Tuesday, January 26, 2010

Moonlit Winter Garden

This small painting was done in the studio yesterday, but the scene is outside my studio window. It is my snow covered garden complete with shadowy creatures and a crescent moon. 9 x12.

Saturday, January 23, 2010

Earth Stewards Coalition Art Show

I am feeling very possessive about the beautiful Susquehanna River. A half century of canoe trips gave me an intimate knowledge of her islands and banks. I’ve swum in her waters; cold, rushing, warm, meandering; sometimes murky, sometimes clear. I’ve slept on her gravel banks next to toads and herons. I’ve shared her beauty and adventure with my own daughter and saw her grow strong, as I did when I took some of the river’s power and made it my own.

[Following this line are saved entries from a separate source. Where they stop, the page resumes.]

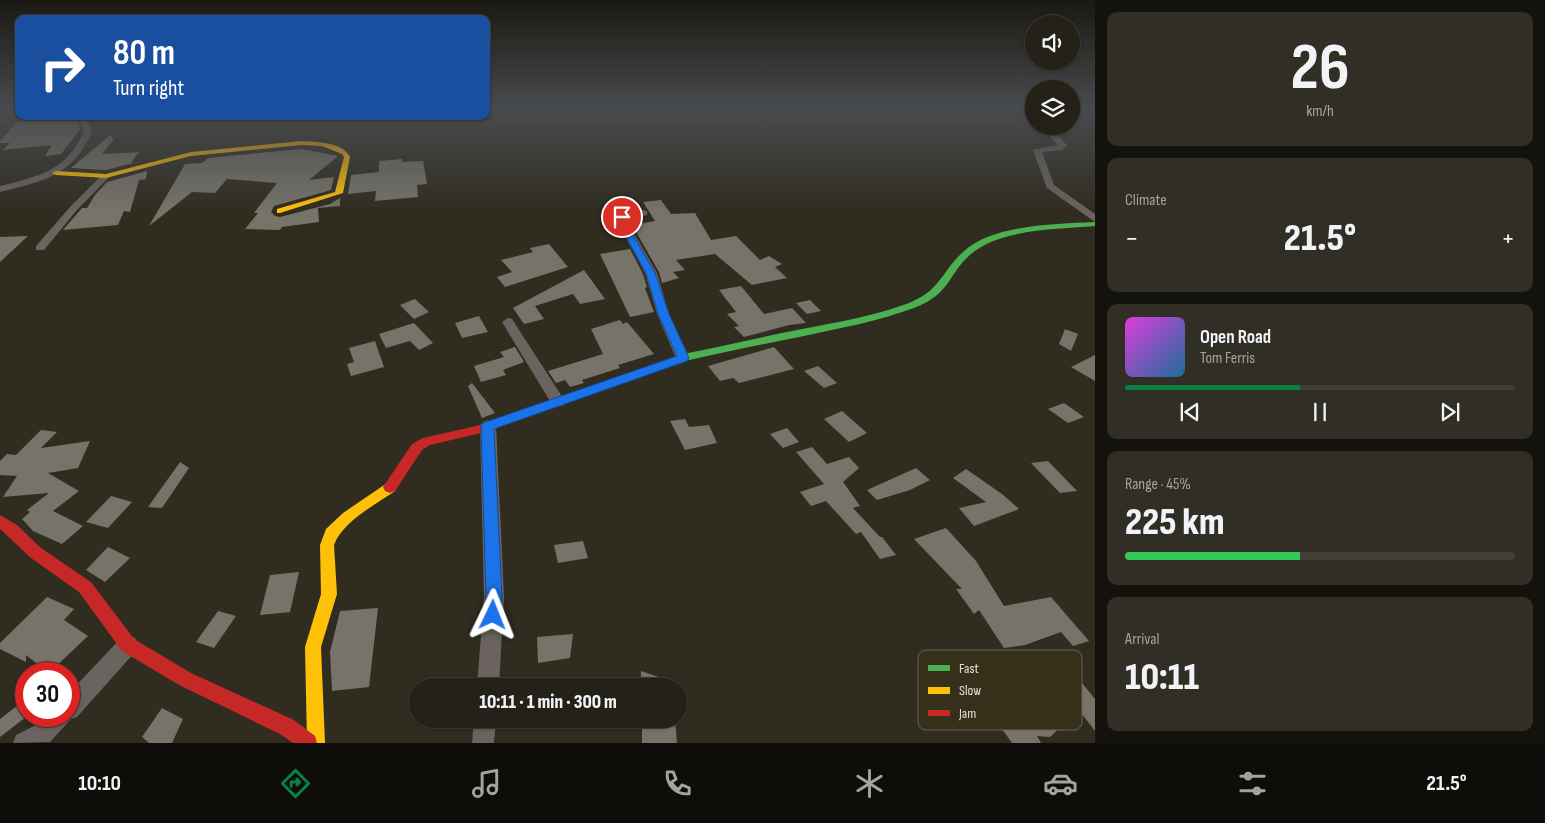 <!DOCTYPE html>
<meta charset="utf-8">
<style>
body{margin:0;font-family:"Sofia Sans Condensed",sans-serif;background:#302e25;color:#f1f3f6;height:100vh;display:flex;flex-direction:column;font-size:19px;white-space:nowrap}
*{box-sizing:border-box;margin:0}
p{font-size:16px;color:#a3a3a2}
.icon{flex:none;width:28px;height:28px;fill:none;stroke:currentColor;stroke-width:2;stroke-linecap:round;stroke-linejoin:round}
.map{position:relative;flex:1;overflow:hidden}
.details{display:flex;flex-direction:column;gap:12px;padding:12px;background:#14120d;width:450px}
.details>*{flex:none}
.guide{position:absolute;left:15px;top:15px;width:475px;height:105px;border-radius:10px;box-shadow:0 1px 4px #0004,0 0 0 1px #413e37;background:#1a4fa0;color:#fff;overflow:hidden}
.controls{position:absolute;left:1025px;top:15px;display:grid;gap:10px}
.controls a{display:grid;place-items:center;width:55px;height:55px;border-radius:50%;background:#242118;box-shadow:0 1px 4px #0004,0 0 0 1px #413e37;font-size:25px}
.speed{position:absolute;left:15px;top:662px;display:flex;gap:10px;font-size:25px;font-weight:700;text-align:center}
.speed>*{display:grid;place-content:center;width:65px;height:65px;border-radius:50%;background:#242118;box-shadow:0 1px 4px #0004,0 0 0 1px #413e37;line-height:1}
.speed .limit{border:8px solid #d22;background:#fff;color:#111}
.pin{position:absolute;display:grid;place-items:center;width:42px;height:42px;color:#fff;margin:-21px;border:2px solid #fff;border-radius:50%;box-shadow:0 1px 5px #0007}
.me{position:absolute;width:55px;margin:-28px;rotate:2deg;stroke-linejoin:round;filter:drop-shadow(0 0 4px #0008)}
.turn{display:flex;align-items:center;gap:18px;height:105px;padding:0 15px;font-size:22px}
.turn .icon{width:65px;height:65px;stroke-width:2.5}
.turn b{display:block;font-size:35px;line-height:42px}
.big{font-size:38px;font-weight:800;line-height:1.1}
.details .card{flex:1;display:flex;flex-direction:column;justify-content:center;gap:8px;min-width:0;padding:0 18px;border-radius:10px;background:#302e25}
.details .dial{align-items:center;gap:0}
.dial b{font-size:65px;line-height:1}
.song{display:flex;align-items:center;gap:15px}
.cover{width:60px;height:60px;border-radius:8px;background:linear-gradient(135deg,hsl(300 70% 55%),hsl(200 70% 35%))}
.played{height:5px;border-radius:2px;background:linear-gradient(90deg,#0b8043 45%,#413e37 45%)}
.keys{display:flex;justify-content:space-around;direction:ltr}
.heat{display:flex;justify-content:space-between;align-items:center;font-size:28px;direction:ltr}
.charge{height:8px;border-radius:4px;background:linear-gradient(90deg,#34c759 45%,#413e37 0)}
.trip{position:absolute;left:409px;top:678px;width:278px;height:50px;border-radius:25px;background:#242118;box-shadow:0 1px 4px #0004,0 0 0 1px #413e37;font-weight:800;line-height:50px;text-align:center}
.tab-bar{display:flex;height:80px;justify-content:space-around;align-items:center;background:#0e0d0a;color:#a3a3a2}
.tab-bar .icon{width:35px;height:35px}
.tab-bar .current{color:#0b8043}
.tab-bar b{font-size:22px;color:#f1f3f6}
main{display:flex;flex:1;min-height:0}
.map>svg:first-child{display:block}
.building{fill:#767369}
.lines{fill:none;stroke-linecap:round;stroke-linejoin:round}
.street{fill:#6a635f;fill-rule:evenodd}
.fast{fill:#4caf50;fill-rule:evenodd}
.slow{fill:#ffc107;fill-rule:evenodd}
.jam{fill:#c62828;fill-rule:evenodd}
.route{fill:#1a73e8;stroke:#114b97}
.key{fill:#36301a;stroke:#6b6552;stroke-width:1}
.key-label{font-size:14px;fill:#e5e2d4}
</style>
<main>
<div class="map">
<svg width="1095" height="743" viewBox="0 0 1095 743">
<rect width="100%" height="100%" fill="#302c20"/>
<!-- building -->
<path class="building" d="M60 116H70V120L76 119 81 128 61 154 45 156 52 145 3 150 10 143H0V141L15 124 28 117 39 118V120Z
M110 135 114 139 102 154 139 152 131 163 141 161 106 170 71 168Z
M301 149 338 156 309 180 334 177 331 190 274 206 271 212 275 216 280 217 330 204 340 198V206L318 208 319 222 282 227 280 230 245 229 258 213H254L277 183 227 179 215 193 192 192 149 226 185 164 202 163 208 158Z
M402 159V162L423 161 427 184 417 185 418 197 375 201 376 191 348 194 351 175 379 172V161Z
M147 171 146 179 139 180 130 212 124 211 118 225 63 230 82 208H87L95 195 107 182Z
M661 200 671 214 695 213 711 240 736 236 760 260 769 256 782 264 775 267 787 278 752 285 715 254 676 260 685 270 673 272 679 278 662 283 659 272 632 225 655 221 643 202Z
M28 236 0 262V237Z
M549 244 568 267 505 287 497 277 512 272 501 260 533 252 530 248Z
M630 249 643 274 647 287 645 288 654 312 630 317 600 254Z
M584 270 605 299 580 304 573 294 535 306 544 319 524 324 513 308Z
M741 286 764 314 792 308 806 323 789 325 744 337 734 327 739 326 727 314 736 312 719 290Z
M415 299 429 312 414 319 400 305Z
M810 300 821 311 807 314 796 303Z
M479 316 488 332 462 338 455 323Z
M620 320 623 324 627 322 654 354 618 365 620 368 582 380 584 383 570 387 565 380 556 383 548 371 603 354 591 329Z
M414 323 433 343 419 350 410 341 386 348 379 334Z
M1065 329 1078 334 1071 351 1059 344Z
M375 341 384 367 351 376 347 364 354 362 349 348Z
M515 347 524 362 503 370 506 375 481 382 474 366 504 357 500 352Z
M774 347 794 369 739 383 733 378 720 381 708 366Z
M1095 355V381L1071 367Z
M818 366 837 383 824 388 804 371Z
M472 383 495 413 482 418 468 386Z
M1064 403 1084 417 1068 423 1048 409Z
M842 411 867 433 849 442 824 419Z
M685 419 689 427 709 425 717 443 685 450 670 421Z
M787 428 799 442 783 448 770 434Z
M41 430 57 432 41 448 90 441 78 468 48 473 79 491 53 511 83 526 62 544 33 531 22 519 30 512 27 510 49 493 3 497 17 476 0 475V461L7 454 16 455Z
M812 447 827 464 849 457 859 468 843 482 860 506 853 508 880 537H882L896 555 880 559 861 532 856 534 826 501 811 506 800 492 824 484 796 452Z
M1048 461 1077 491 1060 493 1031 463Z
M180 462 189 468 162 508 148 507Z
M916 468 930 480 910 490 877 500 867 490Z
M966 469 1002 494 1019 509 974 526 959 508 986 502 953 478Z
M111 496 132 502 108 528 86 522Z
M946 528 976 561 1004 606 1051 597 1089 641 1073 646 1061 632 1025 645 1004 648 979 610 974 614 956 589H962L914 539Z
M583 541 588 558 558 563 554 545Z
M108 547 130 558 105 582 86 570Z
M299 572 290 612 260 615 270 575Z
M47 597 74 609 64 620 88 636 49 673 26 655V662L0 649V643Z
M378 608 369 687 332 691 330 652 340 611Z
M218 611 236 616 214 648 196 642Z
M573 634 570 658 538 663 537 637Z
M1045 654 1079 684 1082 683 1095 699V731L1079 710 1050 737 1037 736 1041 743H1012L990 712 1025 702 1020 692H1045L1032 667Z
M641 671 679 684 678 686H641Z
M26 699V717L0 737V719Z
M162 708 183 719 172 743H149L142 737Z
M642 719H675L677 743H642Z"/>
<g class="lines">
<!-- street -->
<path class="street" d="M1024 108H1031L1034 118Z
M77 116H85L92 131C74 176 43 181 0 192V186C39 176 67 171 84 131Z
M1040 126H1049L1067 145 1062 150 1042 152 1054 185 1095 214V222L1047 188 1033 150 1058 145Z
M103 174 110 176 77 210 44 250H36V246L71 206Z
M644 210 647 211V215L627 219V221L657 273 669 314 690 358 683 362 676 358 657 314 645 273 617 221 618 215Z
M508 318 512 319 563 398 565 402 563 406H553L502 322Z
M488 420 493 422 496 426 504 597 499 686H477L484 597 480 426 483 422Z
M128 635 135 638 138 645 135 652 77 717 71 719 50 742 13 743 16 735 34 726 44 716H69V693L121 638Z
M474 719H496L494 743H472Z"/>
<!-- fast -->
<path class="fast" d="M1095 222V226C1058 229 1000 229 971 254 947 275 951 294 914 308 879 321 841 328 804 336 764 344 725 352 685 361L668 367 662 363 664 360 683 354C723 346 762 337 802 329 838 322 875 316 909 303 941 290 941 272 963 252 993 224 1057 224 1095 222Z"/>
<!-- slow -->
<path class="slow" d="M301 141C316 142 343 142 350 157L343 193 280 213H277V209L335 192 344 157 342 154 322 146 301 145 191 156 106 178 56 175 52 173 56 171 106 174 191 152Z
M390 481 395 483 397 487 395 491C375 505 343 521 334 545L337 594 321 647 325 743H307L305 647 321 594 320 545 326 529 343 513Z"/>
<!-- jam -->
<path class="jam" d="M668 359 672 360 674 363 672 366 481 433 430 445 422 450 395 491 390 493 385 491 383 487 412 444 423 438 476 426Z
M0 515 17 525 41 548 91 582 134 639 191 673 294 720 315 736 317 743H293L280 734 179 685 122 651 79 592 31 558 0 529Z"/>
</g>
<!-- sky -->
<linearGradient id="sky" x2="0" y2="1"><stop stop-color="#1a1812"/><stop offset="0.51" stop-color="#484b4e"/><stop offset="1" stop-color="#484b4e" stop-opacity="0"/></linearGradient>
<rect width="1095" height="212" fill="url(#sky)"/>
<!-- route -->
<path class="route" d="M619 215 626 217 629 228 655 273 669 314 689 358 687 361 494 429 502 597 499 620 493 623 487 620 485 615 486 597 481 426 483 423 677 356 658 314 646 273 621 228Z"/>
<!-- legend -->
<rect x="918" y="650" width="164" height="80" rx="8" class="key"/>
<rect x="928" y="665" width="22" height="6" fill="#4caf50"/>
<rect x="928" y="687" width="22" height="7" fill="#ffc107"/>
<rect x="928" y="710" width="22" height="6" fill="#c62828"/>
<g class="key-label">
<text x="959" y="673">Fast</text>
<text x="959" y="695">Slow</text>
<text x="959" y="718">Jam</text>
</g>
</svg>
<div class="controls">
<a><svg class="icon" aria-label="sound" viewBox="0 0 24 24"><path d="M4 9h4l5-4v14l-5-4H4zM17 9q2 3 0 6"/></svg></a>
<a><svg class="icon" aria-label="layers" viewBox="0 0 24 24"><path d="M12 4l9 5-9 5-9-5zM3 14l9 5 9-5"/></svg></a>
</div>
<div class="speed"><div class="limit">30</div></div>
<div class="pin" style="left:622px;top:217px;background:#d93025"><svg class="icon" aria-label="arrive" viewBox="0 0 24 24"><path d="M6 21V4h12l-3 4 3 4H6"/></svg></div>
<svg class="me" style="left:493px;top:615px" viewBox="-20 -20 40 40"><path d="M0-17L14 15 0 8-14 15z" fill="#1a73e8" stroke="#fff" stroke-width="4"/></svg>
<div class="trip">10:11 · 1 min · 300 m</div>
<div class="guide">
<div class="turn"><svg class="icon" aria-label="right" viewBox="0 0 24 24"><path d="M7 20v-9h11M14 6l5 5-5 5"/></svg><div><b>80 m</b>Turn right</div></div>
</div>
</div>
<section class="details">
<div class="card dial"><b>26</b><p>km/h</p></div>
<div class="card"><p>Climate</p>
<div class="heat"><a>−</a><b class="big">21.5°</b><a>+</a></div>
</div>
<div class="card">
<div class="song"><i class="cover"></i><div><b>Open Road</b><p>Tom Ferris</p></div></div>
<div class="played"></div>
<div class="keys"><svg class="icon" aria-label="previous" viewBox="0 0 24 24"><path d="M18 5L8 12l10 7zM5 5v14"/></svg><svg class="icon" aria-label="pause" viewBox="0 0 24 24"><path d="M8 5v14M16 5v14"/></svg><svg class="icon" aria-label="next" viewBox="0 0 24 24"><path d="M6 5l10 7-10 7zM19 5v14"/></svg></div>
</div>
<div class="card"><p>Range · 45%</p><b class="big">225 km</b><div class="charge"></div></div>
<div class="card"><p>Arrival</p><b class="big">10:11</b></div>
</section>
</main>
<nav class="tab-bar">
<b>10:10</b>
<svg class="icon current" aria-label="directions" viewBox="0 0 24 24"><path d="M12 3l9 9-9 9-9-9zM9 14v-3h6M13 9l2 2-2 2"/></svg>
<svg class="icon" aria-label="music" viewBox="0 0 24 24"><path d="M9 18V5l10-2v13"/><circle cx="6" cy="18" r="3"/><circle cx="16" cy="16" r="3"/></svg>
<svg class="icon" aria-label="phone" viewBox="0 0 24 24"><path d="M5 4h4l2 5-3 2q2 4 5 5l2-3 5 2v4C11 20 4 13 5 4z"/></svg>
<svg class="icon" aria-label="climate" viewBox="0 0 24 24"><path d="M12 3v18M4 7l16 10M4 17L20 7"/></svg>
<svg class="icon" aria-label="car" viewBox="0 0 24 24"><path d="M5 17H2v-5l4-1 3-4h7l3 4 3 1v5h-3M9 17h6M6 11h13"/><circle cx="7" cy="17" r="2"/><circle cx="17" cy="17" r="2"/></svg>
<svg class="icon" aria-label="filters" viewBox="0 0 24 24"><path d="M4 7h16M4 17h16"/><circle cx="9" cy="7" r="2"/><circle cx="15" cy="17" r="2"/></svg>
<b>21.5°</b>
</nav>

And I’ve seen the devastation that this river is capable of. Don’t anger her.

More river paintings at

The Earth Stewards Coalition Art Show is organized by an ad hoc collectiveof activist women artists called "The Gaia Grrrls: from Binghamton NYwho are trying to increase awareness about the potential ramifications of gas drilling in the Marcellus Shale formation of New York State & Pennsylvania. The purpose of this show is to give artists an opportunity to express their feelings about the situation, and hopefully to alert the public at large to what may happen in our communities.

First Fridays in February & March (2/5 and 3/5) from 6-9pm in City Plaza Gallery, as well as during regular business hours in Binghamton, NY's City Hall. City Plaza Gallery is located in Binghamton's City Hall. My painting is a large pastel of Standing Stone in Bradford County and it will be for sale after the exhibit.